Anochecía. Las casas lejanas se dibujaban negras sobre el fondo; el extenso espacio de la estación se llenaba de bruma violada. Por el lado de Batignolles especialmente, la profunda trinchera parecía sumergida en cenizas que iban borrando las armaduras del Puente de Europa. Hacia París, un último reflejo del día convertía en pálidas las vidrieras de las grandes salas de los andenes cubiertos, mientras que, por debajo de los tejados, las tinieblas flotaban densas. De pronto, saltaron chispas y algo comenzó a centellear: encendían las lámparas de gas a lo largo de los andenes. Una gran claridad blanca aparecía allí: el faro de la locomotora del tren de Dieppe, que atestado de pasajeros, con las portezuelas ya cerradas, sólo esperaba, para salir, la señal del jefe segundo de servicio. Acababa de surgir un obstáculo: la luz roja de la aguja cerraba ya la vía, cuando una pequeña máquina entró para llevarse algunos coches que, por una maniobra mal ejecutada, se habían quedado en el camino. Sin cesar huían los trenes por la sombra creciente en medio del inextricable entretejido de rieles e hileras de vagones estacionados en las vías de reserva. Uno salía hacia Argenteuil, otro hacia Saint-Germain; un tercero, muy largo, llegaba de Cherbourgo. Se multiplicaban las señales, los silbidos, los toques de bocina, y por todas partes, uno tras otro, aparecían fuegos encarnados, verdes, amarillos, blancos. Era una confusión, corriente en esa hora turbia de entre el día y la noche; y parecía que todo se iba a romper, que todo pasaba, se desprendía, se rozaba con un mismo movimiento suave y lento, apenas visible en medio del crepúsculo. Ahora la luz roja de la aguja se extinguió, el tren de Dieppe silbó y se puso en marcha. Desde el pálido cielo comenzaban a bajar volando algunas raras gotas de lluvia. La noche iba a ser muy húmeda.

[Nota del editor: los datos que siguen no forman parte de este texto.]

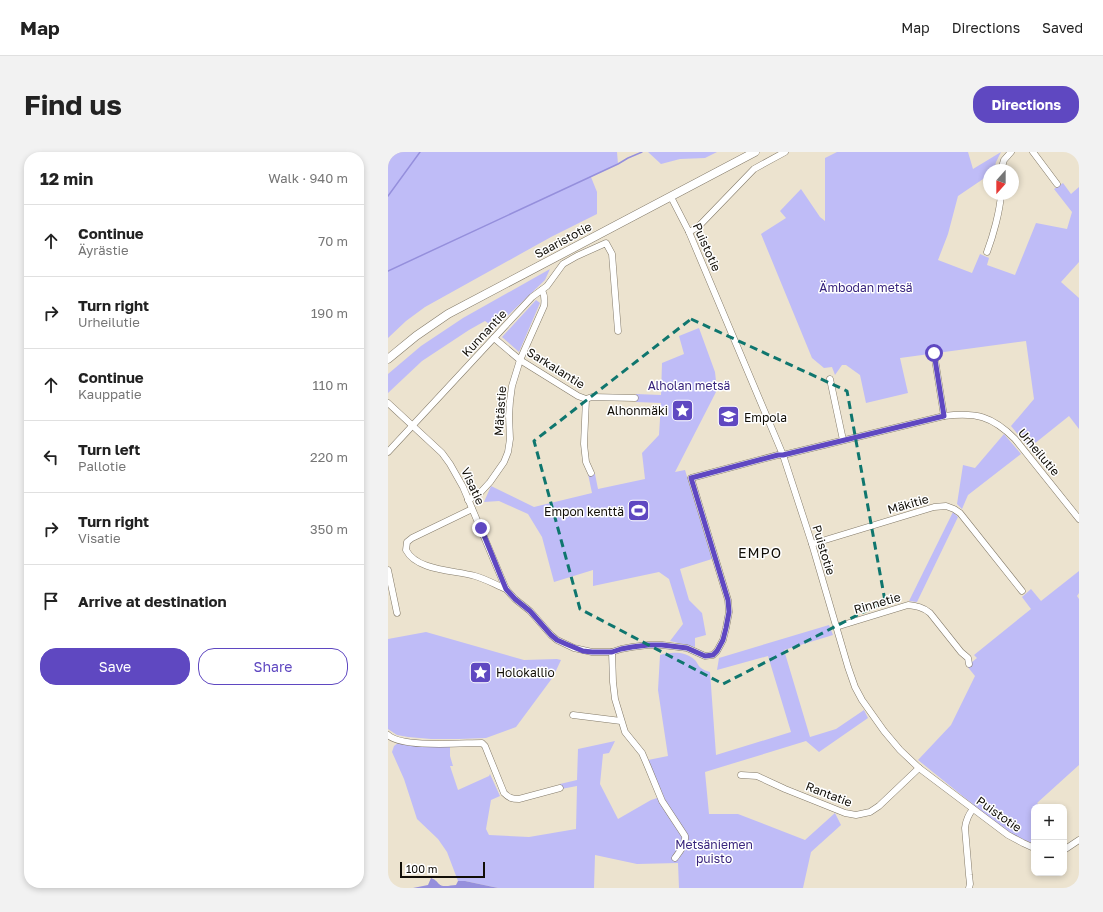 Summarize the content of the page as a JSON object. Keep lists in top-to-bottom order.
{
  "streets": {
    "main road": ["Saaristotie"],
    "street": [
      "Puistotie",
      "Kunnantie",
      "Sarkalantie",
      "Mätästie",
      "Urheilutie",
      "Visatie",
      "Mäkitie",
      "Rinnetie",
      "Rantatie"
    ]
  },
  "crossings": [
    ["Saaristotie", "Puistotie"],
    ["Puistotie", "Urheilutie"],
    ["Puistotie", "Mäkitie"],
    ["Puistotie", "Rinnetie"],
    ["Puistotie", "Rantatie"],
    ["Kunnantie", "Sarkalantie"],
    ["Kunnantie", "Mätästie"],
    ["Kunnantie", "Visatie"],
    ["Sarkalantie", "Mätästie"],
    ["Mätästie", "Visatie"],
    ["Urheilutie", "Visatie"]
  ],
  "districts": ["EMPO"],
  "parks": ["Ämbodan metsä", "Alholan metsä", "Metsäniemen puisto"],
  "places": {
    "place": ["Alhonmäki", "Holokallio"],
    "school or university": ["Empola"],
    "sports": ["Empon kenttä"]
  },
  "scale_bar": "100 m",
  "north": "bottom",
  "page": {
    "header": "Map",
    "nav": ["Map", "Directions", "Saved"],
    "buttons": [
      "Directions",
      ["Save", "Share"]
    ],
    "title": "Find us",
    "heading": ["12 min", "Walk · 940 m"],
    "list": [
      ["Continue", "Äyrästie", "70 m"],
      ["Turn right", "Urheilutie", "190 m"],
      ["Continue", "Kauppatie", "110 m"],
      ["Turn left", "Pallotie", "220 m"],
      ["Turn right", "Visatie", "350 m"],
      "Arrive at destination"
    ],
    "map_buttons": ["+", "−"],
    "scale": "100 m"
  }
}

Cuando Roubaud volteó, su rostro parecía hinchado de obstinación y como invadido por la sombra del anochecer. Estaba decidido. Su plan estaba hecho. A la luz del moribundo día, miró hacia el cuadrante del reloj de cuclillo y dijo en voz alta:
—Las cinco y veinte.
Sintió asombro: ¡una hora, una hora apenas! ¡Y cuánto había pasado! Hubiera creído que hacía semanas que los dos estaban allí, en aquel suplicio.
—Las cinco y veinte. Tenemos tiempo.
Severina, que no osaba interrogarlo, no había dejado de seguirle con sus ansiosas miradas. Lo vio rebuscar en el armario, luego sacar de un cajón algunas hojas de papel, un pequeño frasco de tinta y una pluma.
—¡Toma! —ordenó Roubaud—. Ahora vas a escribir.
—¿A quién?
—A él... Siéntate.
Y como ella, instintivamente, se alejaba de la silla, ignorando aún lo que Roubaud iba a exigirle, éste la hizo volver y la sentó con tanta fuerza ante la mesa, que Severina se quedó allí.